The beer label’s main graphic is a lump of coal… The bottle is slightly oddly shaped, which is cool, but the fonts are a little too clean for the overall style that the label is going. The fake fire/snowflakes(?) in the background are a little odd and over-animated. The label handles clutter perfectly, but don’t capture the eye past the initial “ooo, gold and fire” stage.

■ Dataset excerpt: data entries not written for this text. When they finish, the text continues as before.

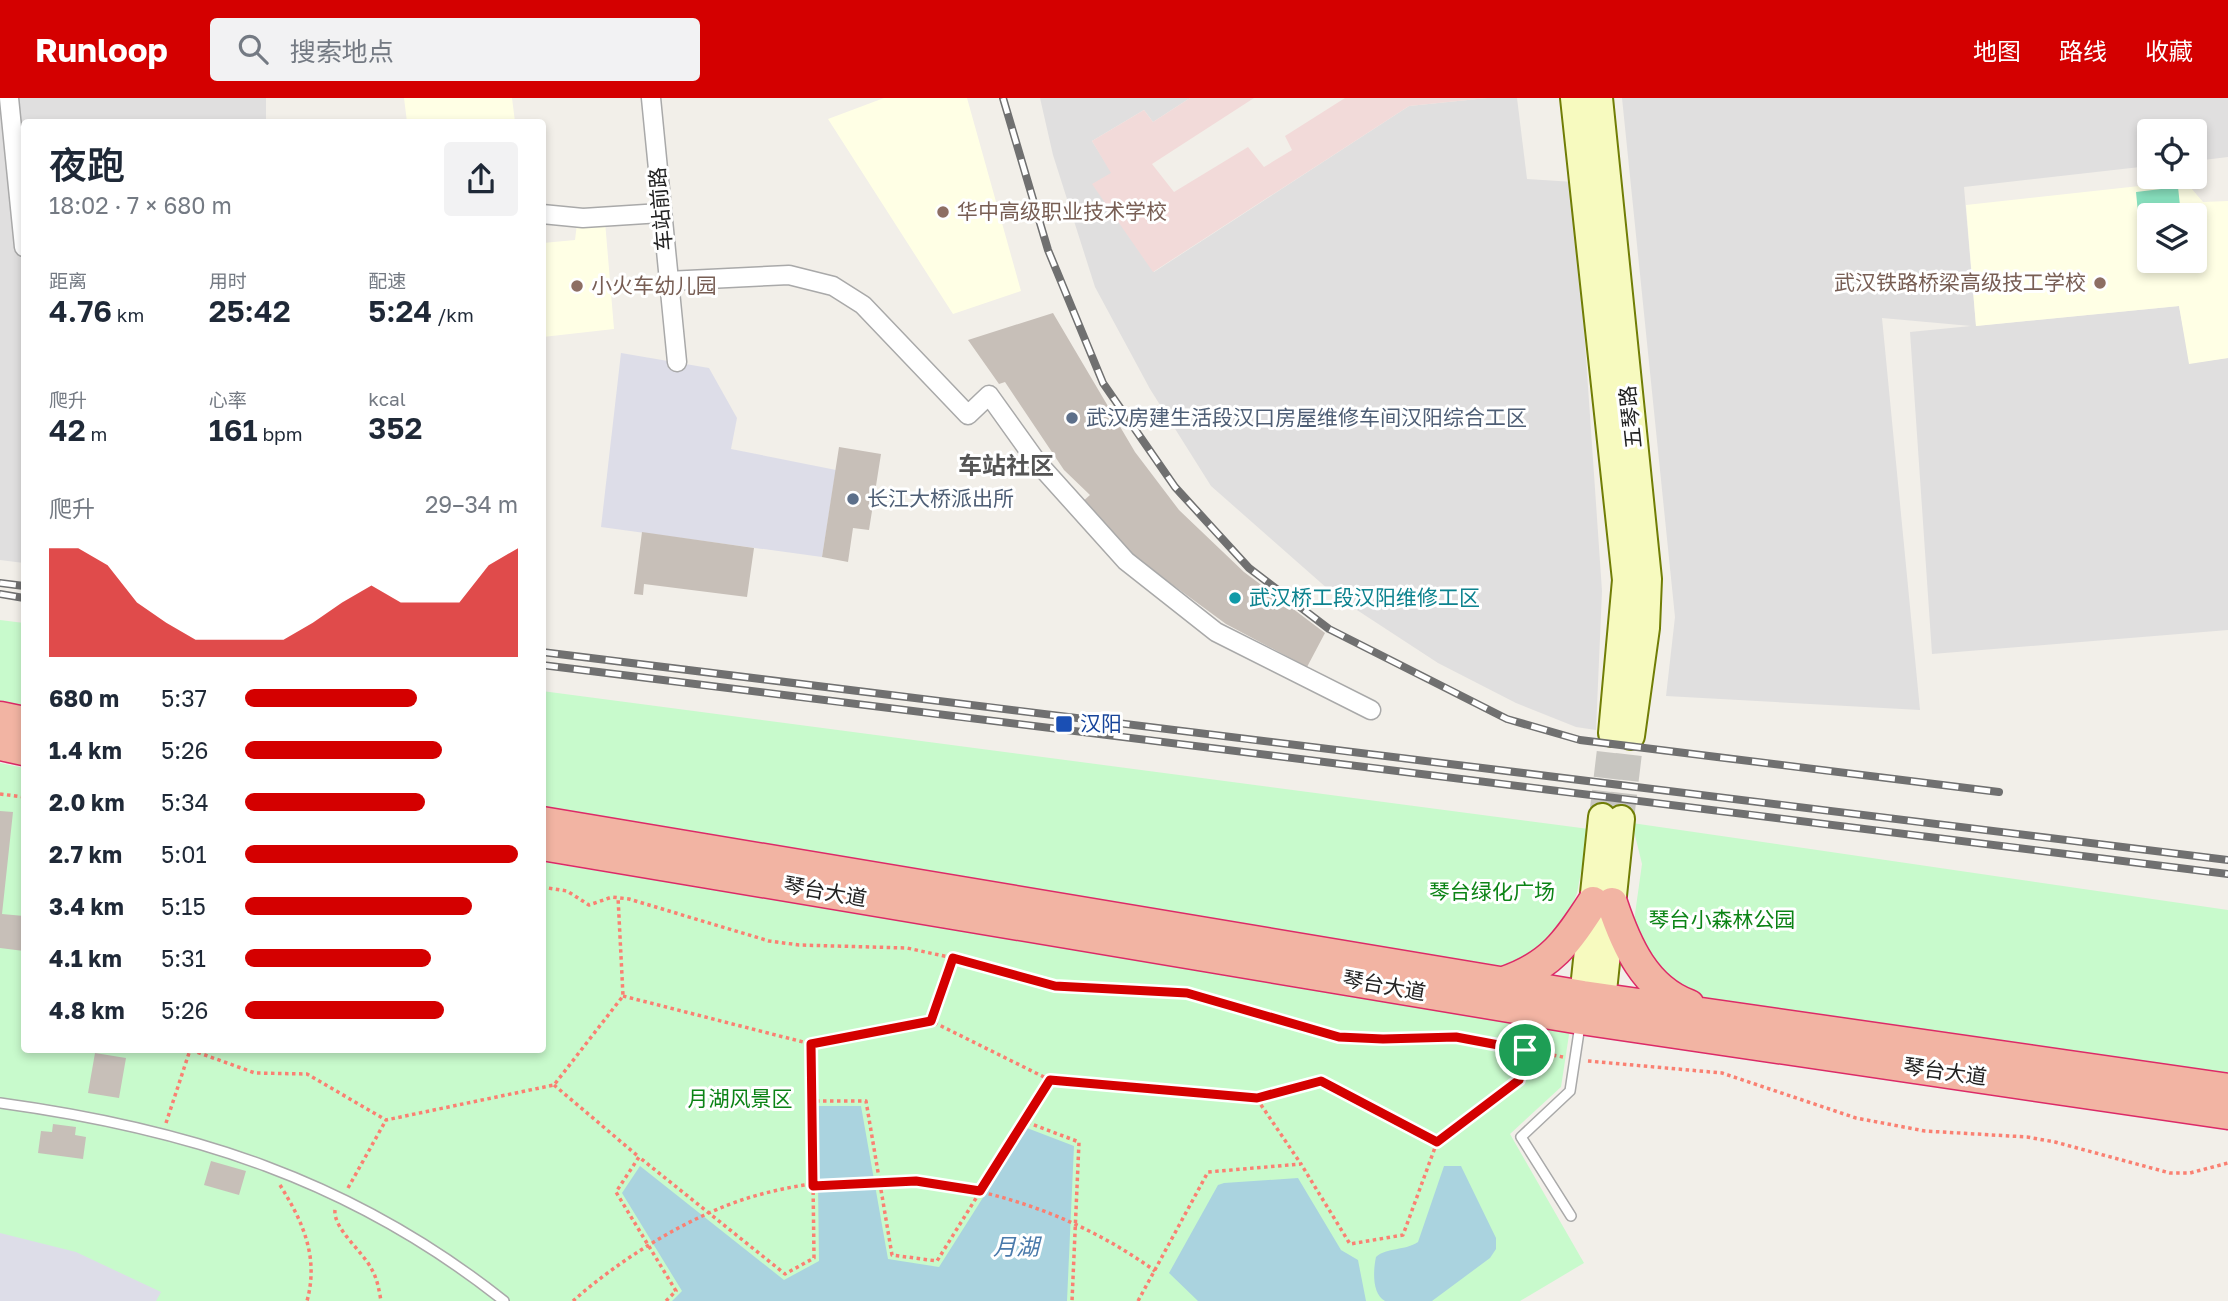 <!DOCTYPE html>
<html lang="zh">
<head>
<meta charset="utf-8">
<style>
  :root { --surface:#fff; --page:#f2f2f3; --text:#1f2937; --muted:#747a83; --accent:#d40000 }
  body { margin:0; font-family:"Golos Text","Noto Sans SC",sans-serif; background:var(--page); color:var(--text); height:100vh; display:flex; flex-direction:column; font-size:26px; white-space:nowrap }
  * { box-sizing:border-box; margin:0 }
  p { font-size:23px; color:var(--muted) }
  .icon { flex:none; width:38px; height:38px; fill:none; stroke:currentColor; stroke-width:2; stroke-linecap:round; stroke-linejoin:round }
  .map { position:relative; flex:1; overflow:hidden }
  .sheet { position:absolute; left:21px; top:21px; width:525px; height:934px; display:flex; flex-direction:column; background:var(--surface); border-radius:7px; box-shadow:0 4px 10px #0003 }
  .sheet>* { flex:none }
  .fabs { position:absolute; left:2137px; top:21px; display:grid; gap:14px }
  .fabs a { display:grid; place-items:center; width:70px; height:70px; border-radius:7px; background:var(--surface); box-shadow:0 4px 10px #0003; font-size:35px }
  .pin { position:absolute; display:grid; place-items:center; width:60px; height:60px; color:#fff; margin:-30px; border:4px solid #fff; border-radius:50%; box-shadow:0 2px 7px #0007 }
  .round { display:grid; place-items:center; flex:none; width:74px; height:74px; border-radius:7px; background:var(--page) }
  .summary { display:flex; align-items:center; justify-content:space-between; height:119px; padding:0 28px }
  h1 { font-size:38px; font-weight:600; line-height:52px }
  .stats { display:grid; grid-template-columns:repeat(3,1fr); gap:10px; height:119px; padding:7px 28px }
  .stats div { display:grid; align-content:center }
  .stats b { font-size:30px; font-weight:600 }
  .stats small { font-size:19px; font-weight:400 }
  .stats p { font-size:19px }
  .chart { height:196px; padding:14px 28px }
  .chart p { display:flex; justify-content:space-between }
  .chart svg { width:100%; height:126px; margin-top:7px; fill:var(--accent); opacity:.7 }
  ul { padding:0 28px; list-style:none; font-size:23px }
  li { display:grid; grid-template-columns:112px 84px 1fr; align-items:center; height:52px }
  li i { height:18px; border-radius:9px; background:var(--accent) }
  header { display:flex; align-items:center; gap:42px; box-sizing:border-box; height:98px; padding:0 35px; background:var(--accent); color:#fff }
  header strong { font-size:33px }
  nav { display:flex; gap:38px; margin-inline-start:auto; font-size:24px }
  .search { width:490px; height:63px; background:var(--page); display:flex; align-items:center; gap:18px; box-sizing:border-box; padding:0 24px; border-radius:7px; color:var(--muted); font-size:26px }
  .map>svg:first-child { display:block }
  .residential { fill:#e0dfdf }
  .commercial { fill:#f2dad9 }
  .education { fill:#ffffe5; fill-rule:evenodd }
  .park { fill:#c8facc }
  .pitch { fill:#88e0be }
  .plaza { fill:#dddde8 }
  .water { fill:#aad3df }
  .building { fill:#c7bfb8 }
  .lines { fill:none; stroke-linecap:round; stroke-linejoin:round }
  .secondary-tunnel { stroke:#c8c6c1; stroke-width:26; stroke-dasharray:26 13; stroke-linecap:butt }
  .service-casing { stroke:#a9a9a9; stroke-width:12 }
  .minor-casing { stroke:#a9a9a9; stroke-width:21 }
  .secondary-casing { stroke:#707d05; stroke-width:30 }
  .trunk-casing { stroke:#dc2a67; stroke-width:33 }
  .path { stroke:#fa8072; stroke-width:3.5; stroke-dasharray:3.5 3.5; stroke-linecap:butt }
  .service { stroke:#fff; stroke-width:9 }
  .minor { stroke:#fff; stroke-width:18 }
  .secondary { stroke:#f7fabf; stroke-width:26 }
  .trunk { stroke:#f2b4a3; stroke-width:30 }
  .rail-casing { stroke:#707070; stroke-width:8 }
  .rail { stroke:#fff; stroke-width:5; stroke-dasharray:16; stroke-linecap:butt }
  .route-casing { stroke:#fff; stroke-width:14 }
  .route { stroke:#d40000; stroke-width:9 }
  .education-dot { fill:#8d6e63; stroke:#fff; stroke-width:2.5 }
  .service-dot { fill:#5c6f8a; stroke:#fff; stroke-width:2.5 }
  .culture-dot { fill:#0f9aa8; stroke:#fff; stroke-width:2.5 }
  .transit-dot { fill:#1a4fb4; stroke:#fff; stroke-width:2.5 }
  .labels { text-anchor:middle; stroke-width:6; stroke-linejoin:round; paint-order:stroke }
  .street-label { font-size:21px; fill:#222; stroke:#fff }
  .education-label { font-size:21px; fill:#785e54; stroke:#fff; text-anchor:start }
  .service-label { font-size:21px; fill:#4e5e75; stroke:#fff; text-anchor:start }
  .culture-label { font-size:21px; fill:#0d838f; stroke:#fff; text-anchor:start }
  .transit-label { font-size:21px; fill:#164399; stroke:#fff; text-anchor:start }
  .park-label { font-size:21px; fill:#0c8416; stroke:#fff }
  .water-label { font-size:23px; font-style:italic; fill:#4a7aab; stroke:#fff }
  .quarter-label { font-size:24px; font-weight:bold; fill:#555; stroke:#fff }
</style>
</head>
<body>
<header>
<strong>Runloop</strong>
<div class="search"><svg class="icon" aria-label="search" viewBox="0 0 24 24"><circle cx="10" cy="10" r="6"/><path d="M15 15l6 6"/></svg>搜索地点</div>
<nav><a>地图</a><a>路线</a><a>收藏</a></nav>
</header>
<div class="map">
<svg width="2228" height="1203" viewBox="0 0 2228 1203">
  <rect width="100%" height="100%" fill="#f2efe9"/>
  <!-- residential -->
  <path class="residential" d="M0 0H266V24H24V465L0 462Z
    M1040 0H1190L1153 24 1144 12 1092 43 1112 75 1093 86 1154 174 1409 8 1487 0H1517L1527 81 1574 84 1602 493 1596 632 1576 629 1516 605 1438 565 1337 499 1211 388 1150 291 1095 189 1053 57Z
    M1622 0H2228V59L2195 63 2194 33H2149V68L1964 89 1976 228 2179 208 2190 265 2228 260V532L1932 556 1910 234 1971 228 1882 220 1920 612 1666 598 1675 519Z"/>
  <!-- commercial -->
  <path class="commercial" d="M1190 0H1254L1152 66 1174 94 1248 49 1264 69 1292 52 1285 38 1345 0H1487L1409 8 1153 174 1092 86 1111 75 1092 43 1144 12 1153 24Z"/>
  <!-- education -->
  <path class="education" d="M404 0H512L515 24H407Z
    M884 0H967L1021 193 953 216 828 21Z
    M2185 83 2203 104 2228 103V260L2189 266 2179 208 1976 228 1966 107ZM2149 117H2194V163H2149Z
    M605 123 614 231 543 239V145L575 142 577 126Z"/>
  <!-- park -->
  <path class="park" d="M0 522 24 525V615L0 611Z
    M542 593 1589 731 1577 795 1570 813 1548 851 1503 871 543 709Z
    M0 665 24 670V952H542L543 764 1570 930 1561 989 1510 1036 1584 1165 1520 1203H0Z
    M1632 725 2228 812V977L1697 902 1653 873 1634 823 1642 766Z"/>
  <!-- pitch -->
  <path class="pitch" d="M2178 89 2181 117H2149V163H2186L2143 167 2136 94Z"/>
  <!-- plaza -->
  <path class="plaza" d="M621 255 709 270 737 320 731 351 836 372 822 459 601 429Z
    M0 1135 76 1154 161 1194 156 1203H0Z"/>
  <!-- water -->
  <path class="water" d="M817 1008H861L888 1161 939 1169 1027 1030 1074 1048 1067 1203H672L682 1193 622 1095 640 1068 784 1182 819 1163Z
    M1444 1068H1461L1496 1140V1151L1490 1160 1432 1203H1385C1372 1196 1373 1173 1376 1159 1387 1149 1405 1153 1418 1144Z
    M1298 1080 1341 1152 1358 1162 1366 1203H1198L1169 1175 1218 1087 1224 1085Z"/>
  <!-- building -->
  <path class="building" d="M1053 215 1135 354 1179 412 1244 474 1325 535 1307 569 1226 526 1128 454 1081 405 1090 397 1064 372 1005 284 999 286 968 242Z
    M839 349 881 356 869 432 853 430 848 464 822 459Z
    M642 434 754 450 747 499 644 486 643 497 634 496Z
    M0 713 13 714 2 816 24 818V853L0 850Z
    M95 955 126 960 119 1000 88 995Z
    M53 1026 76 1029 75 1037 86 1039 83 1061 38 1055 41 1033 52 1034Z
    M211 1063 246 1073 239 1097 204 1087Z"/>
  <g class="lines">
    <!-- secondary-tunnel -->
    <path class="secondary-tunnel" d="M1602 719 1612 635
      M1621 721 1631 638"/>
    <defs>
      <path id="service" d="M0 1005C190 1031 352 1082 504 1203
        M1571 1118 1521 1039 1570 993 1580 927"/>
      <path id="minor" d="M9 0 24 149
        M651 0 677 264
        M542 116 583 120 661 115
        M667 183 789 177 833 188 863 207 968 317 989 297 1037 364 1126 463 1216 534 1371 612"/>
      <path id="secondary" d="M1574 0 1626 482 1612 635
        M1599 0 1648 481 1646 530 1631 638
        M1581 919 1602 719
        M1600 922 1621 721"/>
      <path id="trunk" d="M0 619 24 624
        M0 647 24 652
        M542 724 1583 898 2228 991
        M542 747 1581 921 2228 1016
        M1612 805C1626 847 1645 891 1689 907
        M1504 884C1551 868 1567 844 1593 804"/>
    </defs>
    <!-- service casing -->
    <use href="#service" class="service-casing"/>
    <!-- minor casing -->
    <use href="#minor" class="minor-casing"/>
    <!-- secondary casing -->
    <use href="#secondary" class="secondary-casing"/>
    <!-- trunk casing -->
    <use href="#trunk" class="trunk-casing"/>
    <!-- path -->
    <path class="path" d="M0 696 24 699
      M542 789 567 793 589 807 612 799 629 801 769 843 799 847 907 850 953 860 1055 888 1187 895 1339 938 1383 941 1467 940 1563 959
      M623 898 811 946 812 1003
      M931 923 953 860
      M811 946 931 923 1050 982 1257 1000 1321 983 1437 1044
      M191 952 255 975 307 976 386 1022 554 987 623 898 618 799
      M1588 963 1722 975 1856 1020 1925 1033 2027 1039 2055 1044 2170 1075H2190L2228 1065
      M554 987 639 1059
      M1257 1001 1301 1066
      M1024 1023 1050 982
      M166 1025 190 952
      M280 1087C303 1124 319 1159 307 1203
      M348 1090 386 1022
      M335 1112C333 1130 362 1153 371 1170 377 1180 379 1191 381 1203
      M573 1203C620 1161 691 1117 751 1099 887 1059 1041 1090 1155 1173
      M666 1203 676 1193 616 1094 639 1059 785 1176 814 1160 812 1003H866L892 1157 937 1163 1024 1023 1079 1044 1072 1203
      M1138 1203 1208 1074 1301 1066 1350 1146 1403 1137 1437 1044 1519 982 1525 952"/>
    <!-- service -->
    <use href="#service" class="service"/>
    <!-- minor -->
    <use href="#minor" class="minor"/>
    <!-- secondary -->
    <use href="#secondary" class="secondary"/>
    <!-- trunk -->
    <use href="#trunk" class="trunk"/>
    <defs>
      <path id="rail" d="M1003 0 1048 152 1103 285 1175 389 1249 470 1329 531 1507 621 1580 642 1999 694
        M0 485 24 488
        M0 496 24 500
        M542 554 2228 762
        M542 567 2228 776"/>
    </defs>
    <!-- rail casing -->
    <use href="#rail" class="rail-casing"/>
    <!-- rail -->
    <use href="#rail" class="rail"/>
  </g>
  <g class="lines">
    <defs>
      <path id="route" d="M953 860 1055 888 1187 895 1339 939 1383 941 1456 939 1525 952 1519 982 1437 1044 1321 983 1257 1000 1050 982 980 1093 916 1083 813 1088 811 946 931 923Z"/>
    </defs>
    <!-- route casing -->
    <use href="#route" class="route-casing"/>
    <!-- route -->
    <use href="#route" class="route"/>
  </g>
  <!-- markers -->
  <g class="education-dot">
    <circle cx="943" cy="114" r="7"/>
    <circle cx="2100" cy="185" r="7"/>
    <circle cx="577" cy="188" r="7"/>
  </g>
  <g class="service-dot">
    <circle cx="1072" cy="320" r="7"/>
    <circle cx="853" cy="401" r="7"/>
  </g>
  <circle class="culture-dot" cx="1235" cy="500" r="7"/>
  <rect class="transit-dot" x="1055" y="617" width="18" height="18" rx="3.5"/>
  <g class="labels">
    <!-- street labels -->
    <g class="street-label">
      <text transform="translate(661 111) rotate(-95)" y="7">车站前路</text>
      <text transform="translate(1631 319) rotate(-96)" y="7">五琴路</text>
      <text transform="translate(825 794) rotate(10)" y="7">琴台大道</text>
      <text transform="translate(1384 888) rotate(10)" y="7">琴台大道</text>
      <text transform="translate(1945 974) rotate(8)" y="7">琴台大道</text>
    </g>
    <!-- education labels -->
    <g class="education-label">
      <text x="957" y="121">华中高级职业技术学校</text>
      <text x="2086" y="192" text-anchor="end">武汉铁路桥梁高级技工学校</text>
      <text x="591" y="195">小火车幼儿园</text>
    </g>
    <!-- service labels -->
    <g class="service-label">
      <text x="1086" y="327">武汉房建生活段汉口房屋维修车间汉阳综合工区</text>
      <text x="867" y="408">长江大桥派出所</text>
    </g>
    <!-- culture labels -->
    <g class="culture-label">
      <text x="1249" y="507">武汉桥工段汉阳维修工区</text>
    </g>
    <!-- transit labels -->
    <g class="transit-label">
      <text x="1080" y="633">汉阳</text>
    </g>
    <!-- park labels -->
    <g class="park-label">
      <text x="1492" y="801">琴台绿化广场</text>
      <text x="1722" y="829">琴台小森林公园</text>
      <text x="740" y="1008">月湖风景区</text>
    </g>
    <!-- water labels -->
    <g class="water-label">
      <text x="1016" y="1157">月湖</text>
    </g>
    <!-- quarter labels -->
    <g class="quarter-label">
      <text x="1006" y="376">车站社区</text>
    </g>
  </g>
</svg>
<div class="fabs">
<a><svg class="icon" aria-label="locate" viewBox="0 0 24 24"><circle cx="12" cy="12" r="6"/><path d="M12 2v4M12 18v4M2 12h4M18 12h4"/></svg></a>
<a><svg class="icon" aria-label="layers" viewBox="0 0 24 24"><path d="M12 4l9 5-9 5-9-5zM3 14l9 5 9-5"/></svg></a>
</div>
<div class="pin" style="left:1525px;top:952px;background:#1e9e55"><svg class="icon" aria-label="arrive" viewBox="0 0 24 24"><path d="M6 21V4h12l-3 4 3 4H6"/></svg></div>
<section class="sheet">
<div class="summary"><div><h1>夜跑</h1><p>18:02 · 7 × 680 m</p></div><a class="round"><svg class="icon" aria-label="share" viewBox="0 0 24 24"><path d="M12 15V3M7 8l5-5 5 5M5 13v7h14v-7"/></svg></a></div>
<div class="stats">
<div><p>距离</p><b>4.76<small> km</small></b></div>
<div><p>用时</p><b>25:42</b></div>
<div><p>配速</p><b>5:24<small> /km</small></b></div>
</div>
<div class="stats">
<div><p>爬升</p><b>42<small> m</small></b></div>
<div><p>心率</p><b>161<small> bpm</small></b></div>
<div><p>kcal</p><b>352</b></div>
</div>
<div class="chart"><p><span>爬升</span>29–34 m</p>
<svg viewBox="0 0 160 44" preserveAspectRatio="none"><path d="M0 44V6L10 6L20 12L30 25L40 32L50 38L60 38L70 38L80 38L90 32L100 25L110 19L120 25L130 25L140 25L150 12L160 6V44z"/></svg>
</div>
<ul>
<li><b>680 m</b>5:37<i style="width:63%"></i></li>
<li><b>1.4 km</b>5:26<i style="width:72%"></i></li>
<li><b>2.0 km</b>5:34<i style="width:66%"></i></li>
<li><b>2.7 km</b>5:01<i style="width:100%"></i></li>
<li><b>3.4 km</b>5:15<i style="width:83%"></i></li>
<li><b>4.1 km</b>5:31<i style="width:68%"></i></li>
<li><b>4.8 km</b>5:26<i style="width:73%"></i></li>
</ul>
</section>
</div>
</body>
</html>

The beer pours a dark, chocolate brown with a nice fluffy head of light tan, sandy bubbles and a great retention. The head leaves a medium-thick, sheet-like lacing. In body, the beer is clear of particles and clean, but with a dark coloring that makes the beer nearly opaque. 3/3
On the nose, the beer smells of stale, dark breads, touches of milk chocolate, instant coffee, and bakers chocolate. Low amounts of diacetyl seem to be present as well with a light, buttered popcorn character. Touches of spicy licorice occasionally brush against the nostrils, but they are light. On the tongue, the beer tastes bready sweet, with a mild bitter roast, touches of coffee-like acidity, and the briefest of alcoholic pops just at the close. Hop bitterness builds as you sip the beer, and eventually hits slightly unbalanced levels. The finish is drier with a mild bitter roast. In flavor, the beer begins as softly chary coffee, moving into roast grains and toasted bread. The middle and finish carry lots of herbal and medicinal bitters that hurt other flavors in the beer. Touches of licorice, bakers chocolate, and caramel touch across the tongue, but are kept light due to the mildly aggressive bitter flavoring that mingles with slight char flavors. In the mouth, the beer feels on the heavier side of medium in body, with a middling, soft carbonation, and a slightly watery, smooth, and almost-creamy mouthfeel. The bitters give the mouth a slightly sharp feeling, which is off with the rest of the beer. Overall, this is an average Export Stout that suffers from a bad blending of its bitters with the other rich flavors of the beer. It is not overly bitter by any means, but just feels a touch too bitter for the style. For a “Dark Holiday Stout,” I was also expecting more rich malt character, but it was fairly mellow with it malt character. This beer is not horrible, but is rather forgettable in the grand scheme of things. I liked it more as I drank more of it. It hides its 8% nicely. I would advise serving this at room temperature.
Extra: If blended with Angry Orchard Crisp Apple, the result is not bad. Perfect to-taste blending is needed to smooth out the bitterness of the stout though… Also, if you drink the stout with pickles, the bitters are canceled out slightly and more smoke is drawn out of the beer.